En quatrième lieu, la loi du 21 février 2022 ainsi que son décret d’application du 5 août 2022 consacrent la possibilité de procéder à une réouverture de cercueil afin de transférer le corps du défunt vers un cercueil adapté à la crémation. La pratique du "dépotage" trouve ainsi un fondement normatif. Cette possibilité fait toutefois l’objet d’un encadrement strict. Tout d’abord, elle ne peut avoir lieu qu’en vue de la crémation du défunt. Elle fait l’objet d’une autorisation délivrée par le maire, sur demande de la personne ayant qualité pour pourvoir aux funérailles. Ensuite, et de manière classique lorsqu’il s’agit d’une exhumation, le défunt ne devrait pas être atteint d’une infection transmissible. Enfin, le décret apporte des précisions d’ordre technique sur la manière de procéder et notamment sur la personne apte à procéder au transfert, le lieu où il doit se dérouler, l’équipement nécessaire, etc.

En cinquième lieu, il est inséré à l’article L2223-33 du CGCT une dérogation à l’interdiction du démarchage à domicile. Cette possibilité est encore une fois strictement encadrée et limitée aux cas d’un décès à domicile. À la demande de la personne ayant qualité pour pourvoir aux funérailles, et uniquement s’agissant de la commande de prestations de transport ou de dépôt de corps avant la mise en bière et de soins de conservation à domicile, il est permis aux personnels du service extérieur des pompes funèbres de se rendre au domicile de la personne défunte.

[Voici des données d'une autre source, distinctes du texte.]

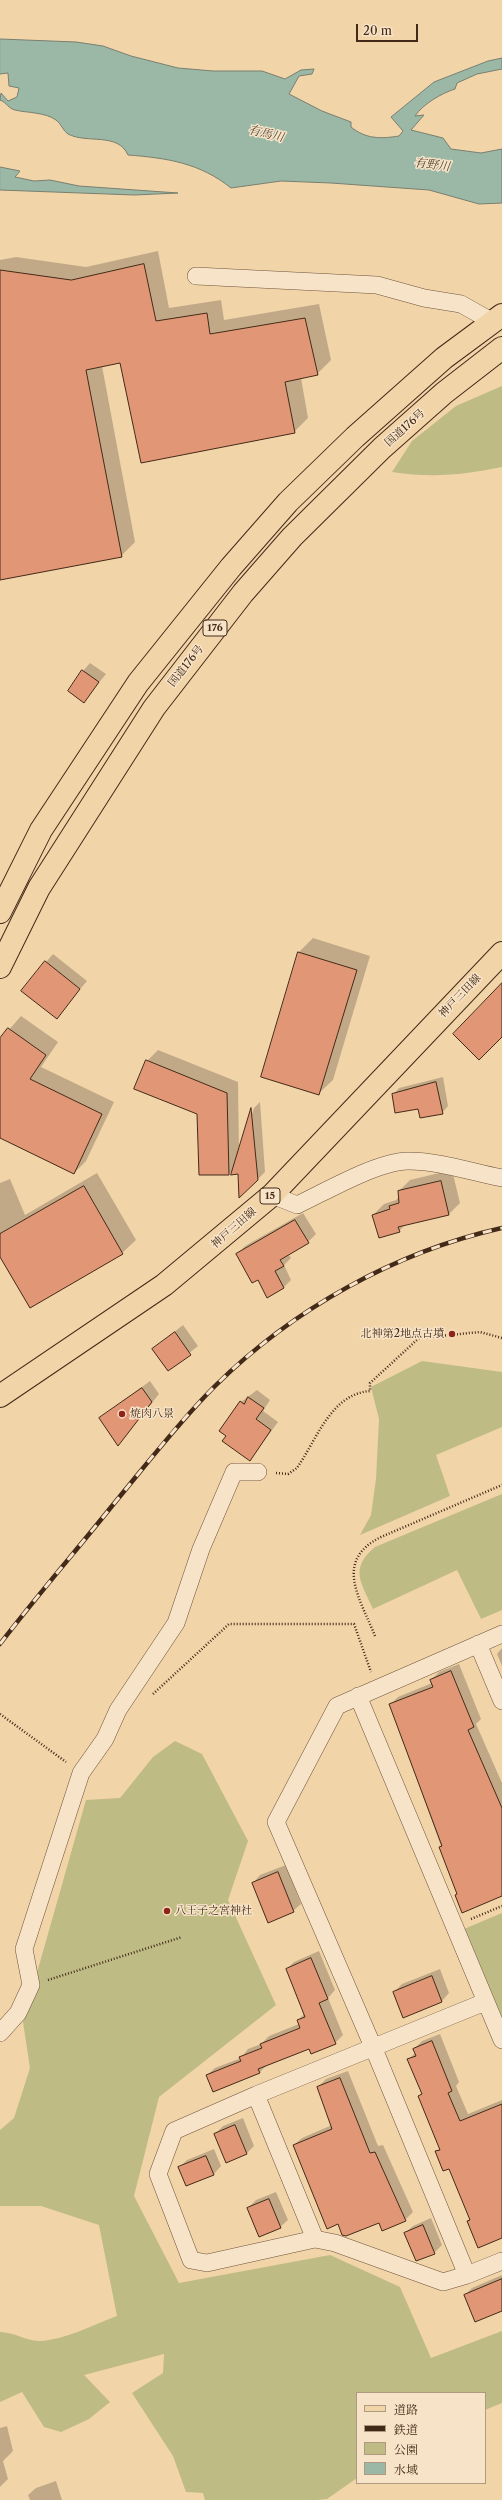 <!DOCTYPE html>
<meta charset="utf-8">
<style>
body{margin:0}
#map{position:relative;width:502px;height:2500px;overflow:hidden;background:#f2d4a9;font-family:"Libre Caslon Text","Noto Serif JP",serif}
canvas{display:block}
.legend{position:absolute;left:356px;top:2392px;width:130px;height:92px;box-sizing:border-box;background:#f7e3c7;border:1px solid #af9981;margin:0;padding:5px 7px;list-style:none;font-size:12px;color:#432a18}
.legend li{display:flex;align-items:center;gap:8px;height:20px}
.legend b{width:20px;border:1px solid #af9981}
.scale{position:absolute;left:356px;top:24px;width:62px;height:18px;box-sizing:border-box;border:2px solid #432a18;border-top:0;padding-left:5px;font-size:12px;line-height:14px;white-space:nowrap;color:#432a18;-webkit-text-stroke:3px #f7e3c7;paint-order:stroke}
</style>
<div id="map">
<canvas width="502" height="2500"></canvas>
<ul class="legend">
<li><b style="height:5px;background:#f2d4a9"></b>道路</li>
<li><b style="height:5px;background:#432a18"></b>鉄道</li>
<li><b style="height:11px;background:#bfbb85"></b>公園</li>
<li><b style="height:11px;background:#9bb8a7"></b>水域</li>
</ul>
<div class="scale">20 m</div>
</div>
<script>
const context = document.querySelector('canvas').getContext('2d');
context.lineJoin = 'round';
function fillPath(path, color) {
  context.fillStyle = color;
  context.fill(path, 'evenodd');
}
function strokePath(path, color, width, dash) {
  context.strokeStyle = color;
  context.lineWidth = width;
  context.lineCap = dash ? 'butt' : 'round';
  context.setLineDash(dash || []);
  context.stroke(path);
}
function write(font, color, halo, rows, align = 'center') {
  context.font = font + ' "Libre Caslon Text","Noto Serif JP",serif';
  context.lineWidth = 3;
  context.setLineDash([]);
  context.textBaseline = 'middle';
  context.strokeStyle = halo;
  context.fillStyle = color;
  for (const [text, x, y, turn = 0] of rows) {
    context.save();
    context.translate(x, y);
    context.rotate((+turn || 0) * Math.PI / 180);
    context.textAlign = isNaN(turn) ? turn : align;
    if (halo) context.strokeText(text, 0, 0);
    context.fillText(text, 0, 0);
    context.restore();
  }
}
fillPath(new Path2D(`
 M 502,386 L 502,467 C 463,475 432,478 392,472 L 412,441 L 456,406 Z
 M 422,1361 L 502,1372 L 502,1427 L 436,1455 L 450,1496 L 360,1535 L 371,1515 L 376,1479 L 379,1419 L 371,1387 Z
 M 502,1494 L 502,1610 L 481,1619 L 457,1570 L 373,1609 C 361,1582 349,1569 375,1547 Z
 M 175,1741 L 202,1754 L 248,1841 L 228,1900 L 276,2005 L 159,2097 L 134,2196 L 179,2283 L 330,2255 L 400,2287 L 431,2358 L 502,2331 L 502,2403 L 485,2410 L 485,2393 L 357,2393 L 357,2478 L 327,2499 L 317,2500 L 205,2500 L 203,2493 L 186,2492 L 173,2456 L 132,2393 L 163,2373 L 164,2354 L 84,2375 L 110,2402 L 89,2419 L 61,2432 L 44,2427 L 22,2392 L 0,2402 L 0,2332 C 14,2332 26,2341 39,2341 C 65,2340 93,2325 117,2316 L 99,2225 L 41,2206 L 0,2206 L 0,2130 L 14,2118 L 30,2068 L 23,2022 L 86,1800 L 120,1798 L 153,1757 Z
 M 502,1913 L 502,2018 L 464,1929 Z`), '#bfbb85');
const water = new Path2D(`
 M 0,39 L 76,42 L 103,46 L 131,56 L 178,68 L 213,71 L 262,71 L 285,79 L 301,70 L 314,69 L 312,74 L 299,76 L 289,94 L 322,111 L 351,122 L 351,127 C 366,139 380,139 399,136 L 403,131 L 391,117 L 434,82 L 488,61 L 502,58 L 502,69 L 477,74 L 457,83 L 455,89 C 442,93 423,104 415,116 L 424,115 L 411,130 L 443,138 L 451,149 L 481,153 L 502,149 L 502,203 L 479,204 L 429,190 L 331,183 L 281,181 L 231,188 C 200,163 167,158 128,155 C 118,132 87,144 68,134 C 63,131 61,123 56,120 C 45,112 27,113 15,110 C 9,109 6,102 0,100 L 1,93 L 8,101 L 17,97 L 19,88 L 9,86 L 8,73 L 0,74 Z
 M 0,167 L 20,171 L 15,177 L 34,181 L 50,180 L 79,186 L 178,193 L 134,195 L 0,190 Z`);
fillPath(water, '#9bb8a7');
strokePath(water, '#787f6e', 1);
fillPath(new Path2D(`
 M 158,251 L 169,308 L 221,300 L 224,320 L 319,304 L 331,360 L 317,374 L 301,378 L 308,418 L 294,432 L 120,361 L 102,366 L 135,542 L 121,556 L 0,579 L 0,260 L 16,257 L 86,267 Z
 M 90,663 L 106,674 L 84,701 L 83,671 Z
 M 313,938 L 370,956 L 333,1080 L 319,1093 L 262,1076 L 299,952 Z
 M 53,954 L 87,981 L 56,1018 L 22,990 Z
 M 21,1016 L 58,1042 L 41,1067 L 114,1102 L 86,1161 L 74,1173 L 0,1137 L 0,1040 Z
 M 158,1050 L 238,1082 L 239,1152 L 254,1108 L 260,1102 L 265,1172 L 257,1180 L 238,1173 L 235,1168 L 229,1174 L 198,1114 L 147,1061 Z
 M 443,1077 L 448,1106 L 442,1113 L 419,1107 L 393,1095 L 399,1088 Z
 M 452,1170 L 460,1203 L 448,1215 L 406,1224 L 399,1231 L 373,1215 L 384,1204 L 396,1200 L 399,1197 L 399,1191 L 410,1180 Z
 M 97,1173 L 136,1240 L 122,1253 L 0,1255 L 0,1183 L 10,1179 L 25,1215 Z
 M 303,1213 L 316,1234 L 308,1242 L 288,1254 L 291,1258 L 284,1265 L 291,1280 L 284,1287 L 268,1296 L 258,1278 L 237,1254 L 245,1246 Z
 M 183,1325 L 198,1346 L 168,1370 L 153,1349 Z
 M 150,1381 L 159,1394 L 118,1445 L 100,1418 Z
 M 257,1390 L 270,1400 L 263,1411 L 278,1422 L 250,1460 L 221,1431 L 241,1402 Z
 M 502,1648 L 502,1666 L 497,1654 Z
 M 459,1664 L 481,1719 L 476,1724 L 502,1783 L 502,1895 L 458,1893 L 390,1705 L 398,1697 L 432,1683 L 431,1680 L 439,1672 Z
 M 286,1865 L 301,1904 L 293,1911 L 253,1883 L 260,1875 Z
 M 319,1951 L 335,1990 L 328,1998 L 343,2035 L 335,2043 L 309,2048 L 267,2065 L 259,2073 L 207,2075 L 215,2068 L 241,2058 L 248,2049 L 261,2044 L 269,2036 L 299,2024 L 298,2020 L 305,2013 L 287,1969 L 294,1962 Z
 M 440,1969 L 449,1993 L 442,2001 L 404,2016 L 394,1992 L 402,1984 Z
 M 440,2034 L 459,2082 L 456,2086 L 468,2114 L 502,2100 L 502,2237 L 468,2222 L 471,2219 L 450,2167 L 437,2152 L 440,2148 L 419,2096 L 423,2092 L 409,2059 L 416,2052 L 414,2049 L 422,2041 Z
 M 348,2071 L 378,2146 L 383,2145 L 413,2212 L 405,2220 L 339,2223 L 294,2145 L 302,2138 L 332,2125 L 318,2087 L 326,2079 Z
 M 243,2118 L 254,2146 L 246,2154 L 215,2134 L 223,2126 Z
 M 214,2149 L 221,2166 L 214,2174 L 186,2185 L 179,2168 L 187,2160 Z
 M 276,2192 L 288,2220 L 280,2227 L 248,2208 L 256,2200 Z
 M 431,2218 L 442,2245 L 434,2253 L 405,2233 L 413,2226 Z
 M 502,2275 L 502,2310 L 465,2295 L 472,2288 Z
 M 7,2426 L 13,2451 L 3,2461 L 8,2479 L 0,2487 L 0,2428 Z
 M 56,2481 L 62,2500 L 30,2500 L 28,2495 L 36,2488 Z`), '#0003');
const building = new Path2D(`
 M 144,264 L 156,321 L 207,313 L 210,334 L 305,318 L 318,375 L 285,382 L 295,433 L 141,463 L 120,363 L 86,370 L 122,557 L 0,580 L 0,270 L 71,280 Z
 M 82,670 L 99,682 L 84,703 L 68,691 Z
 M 298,952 L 357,970 L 319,1095 L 261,1077 Z
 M 45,961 L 80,989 L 57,1019 L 21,991 Z
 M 502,983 L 502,1037 L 479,1060 L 453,1034 Z
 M 8,1028 L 46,1055 L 30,1079 L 102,1114 L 74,1174 L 0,1138 L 0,1038 Z
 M 146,1060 L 227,1093 L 229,1175 L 199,1175 L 197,1114 L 134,1089 Z
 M 436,1082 L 443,1114 L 420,1118 L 418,1109 L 395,1113 L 392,1094 Z
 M 251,1108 L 258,1180 L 239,1198 L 238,1174 L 231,1175 Z
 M 441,1181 L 449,1215 L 398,1227 L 400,1232 L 379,1238 L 372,1215 L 390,1209 L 389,1206 L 399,1203 L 398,1191 Z
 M 84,1186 L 123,1254 L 30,1308 L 0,1257 L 0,1234 Z
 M 295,1220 L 309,1243 L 280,1260 L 284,1266 L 275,1271 L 284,1288 L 267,1298 L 258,1280 L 252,1283 L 236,1254 Z
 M 175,1332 L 191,1355 L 168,1371 L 152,1349 Z
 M 142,1388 L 152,1402 L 118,1446 L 99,1418 Z
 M 248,1397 L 264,1408 L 256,1419 L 271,1430 L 250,1461 L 222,1441 L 226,1436 L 219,1431 L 240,1401 L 244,1404 Z
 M 451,1671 L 474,1727 L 468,1730 L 502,1808 L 502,1896 L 462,1913 L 455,1895 L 457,1894 L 439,1847 L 442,1846 L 389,1704 L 433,1687 L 430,1680 Z
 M 278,1872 L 294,1912 L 268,1923 L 252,1883 Z
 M 311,1958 L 328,1999 L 319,2003 L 336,2044 L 311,2054 L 309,2049 L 258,2069 L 260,2073 L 213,2092 L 206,2075 L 241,2061 L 239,2057 L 262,2048 L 260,2044 L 300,2028 L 297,2020 L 305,2017 L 286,1969 Z
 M 432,1976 L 442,2002 L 403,2018 L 393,1992 Z
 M 432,2041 L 452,2091 L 448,2093 L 460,2121 L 502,2104 L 502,2238 L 478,2248 L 467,2221 L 470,2220 L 449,2169 L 443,2171 L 435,2151 L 440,2150 L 418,2096 L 422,2094 L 407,2059 L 416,2056 L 413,2049 Z
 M 340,2078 L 370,2153 L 375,2152 L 406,2221 L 382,2231 L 379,2223 L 346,2236 L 342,2235 L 338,2224 L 327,2229 L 293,2145 L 332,2129 L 317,2087 Z
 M 235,2125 L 247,2154 L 226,2163 L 214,2134 Z
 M 206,2156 L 214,2175 L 186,2186 L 178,2167 Z
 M 269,2199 L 281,2228 L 259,2237 L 247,2208 Z
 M 423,2225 L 435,2254 L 416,2261 L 404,2233 Z
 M 502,2279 L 502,2311 L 475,2322 L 464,2295 Z`);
fillPath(building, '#e19676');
strokePath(building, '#432a18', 1);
const street = new Path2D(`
 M 196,276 L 377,285 L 424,298 L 461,304 L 493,322
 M 272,1195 L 297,1205 C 325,1192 378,1161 408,1161 C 440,1161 471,1172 502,1178
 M 478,1644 L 502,1701
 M 358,1696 L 502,2040
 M 485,2002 L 256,2095 L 174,2131 L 158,2174 L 191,2260 L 207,2263 L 315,2239 L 335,2243 L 443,2282 L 467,2275 L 502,2261
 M 0,2033 L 18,2013 L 31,1985 L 24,1949 L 81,1773 L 105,1739 L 118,1710 L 176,1623 L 201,1549 L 234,1472 L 258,1472
 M 256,2095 L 315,2239
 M 467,2275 L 374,2049 L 276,1822 L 337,1706 L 502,1634`);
const primary = new Path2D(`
 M 0,1396 L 164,1285 L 272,1195 L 502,953`);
const highway = new Path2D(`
 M 0,912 L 41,830 L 138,683 L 231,567 L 288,502 L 355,437 L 444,358 L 502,315
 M 0,967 L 39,888 L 154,708 L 243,593 L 292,537 L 382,448 L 444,393 L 502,348`);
strokePath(street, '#6f543c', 18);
strokePath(primary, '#432a18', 24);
strokePath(highway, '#432a18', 24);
strokePath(new Path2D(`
 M 276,1473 L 288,1474 L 297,1468 C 317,1439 331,1394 370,1391 L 370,1383 L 419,1338 L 480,1332 L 502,1338
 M 375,1636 C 360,1598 333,1561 381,1537 L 502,1485
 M 153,1694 L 229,1624 L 354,1624 L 371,1672
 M 0,1714 L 66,1762
 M 471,1919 L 502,1906
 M 48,1980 L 182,1937`), '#432a18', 2.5, [1, 2]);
strokePath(street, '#f7e3c7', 17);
strokePath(primary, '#f2d4a9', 22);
strokePath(highway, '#f2d4a9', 22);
const rail = new Path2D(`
 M 0,1644 C 36,1597 75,1552 112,1506 C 146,1465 178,1423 215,1386 C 293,1309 395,1252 502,1228`);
strokePath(rail, '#432a18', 4.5);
strokePath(rail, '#f7e3c7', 3, [9]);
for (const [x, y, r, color] of [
 [452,1334,4,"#8f2418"],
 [122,1414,4,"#8f2418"],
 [167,1911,4,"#8f2418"]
]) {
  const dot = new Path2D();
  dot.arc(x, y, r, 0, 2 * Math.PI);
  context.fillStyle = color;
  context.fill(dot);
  strokePath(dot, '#f7e3c7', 1.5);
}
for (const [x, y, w] of [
 [215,628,24],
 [270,1196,20]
]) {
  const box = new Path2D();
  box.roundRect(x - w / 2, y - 8, w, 16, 3);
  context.fillStyle = '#f7e3c7';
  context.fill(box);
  strokePath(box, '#432a18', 1);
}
write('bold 10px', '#432a18', null, [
 ["176",215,628],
 ["15",270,1196]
]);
write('11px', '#432a18', '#f7e3c7', [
 ["国道176号",405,428,-42],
 ["国道176号",186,666,-52],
 ["神戸三田線",460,996,-46],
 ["神戸三田線",234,1228,-41]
]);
write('11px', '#432a18', '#f7e3c7', [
 ["北神第2地点古墳",444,1334,"right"],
 ["焼肉八景",130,1414],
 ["八王子之宮神社",175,1911]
], 'left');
write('italic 12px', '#554635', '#f7e3c7', [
 ["有馬川",266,134,13],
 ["有野川",432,165,7]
]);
</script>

En sixième lieu, les textes reviennent sur le sort des métaux issus de la crémation et il est inséré un article L2223-18-1-1 au CGCT.
Cette disposition énonce clairement que

« les métaux issus de la crémation ne sont pas assimilés aux cendres du défunt. Ces métaux font l’objet d’une récupération par le gestionnaire du crématorium pour cession, à titre gratuit ou onéreux, en vue du traitement approprié pour chacun d’eux ».

Cette intervention législative met fin au débat, parfois passionné, initié par la jurisprudence judiciaire qui reconnaissait notamment que les dents en or présentes dans les concessions faisaient l’objet d’un droit de propriété au bénéfice des familles [3].
En revanche, cet article encadre la destination du produit de ces cessions qui peut seulement être destiné à trois opérations : financer les obsèques des personnes dépourvues de ressources suffisantes ou faire l’objet d’un don à une association d’intérêt général ou une fondation reconnue d’utilité publique.
L’insertion de cet article a pour objet d’encadrer juridiquement l’appropriation par les gestionnaires de crématorium de ces métaux à l’issue de la crémation.

Notons enfin que le décret n° 2022-1127 du 5 août 2022 portant diverses mesures relatives à la réglementation funéraire prévoit en sus un toilettage du CGCT.
Le texte règlementaire :
- remplace la notion « d’officier d’état civil » par celle de « maire » qui n’a plus de raison d’être à l’article R2213-17 ;
- opère une actualisation relative à l’identité devant figurer sur la plaque apposée sur le cercueil à l’article R2213-20 est ainsi modifié : les mots « patronymique » et « marital » sont respectivement remplacés par les mots : « de famille » et « d’usage »
- ajoute la décision du préfet de mettre fin à une habilitation prévue à l’article L2223-25 du code général des collectivités territoriales en cas de cessation d’exercice des activités d’un opérateur funéraire, à la liste des actes publiés au registre des actes de la préfecture : à l’article R2223-65, les mots : « ou retire » sont remplacés par les mots : « retire ou met fin à ».

Antoine Carle, Avocat Associé Barreau de Lyon NOVLAW Avocats

[1Article L2223-15 CGCT.

[2Voir en ce sens CE, 11 mars 2020, n°436693 ou encore, plus récemment, CAA Nancy, 23 novembre 2021, n°19NC02091.

[3Cass. Crim., 25 octobre 2000, n°00-82.152.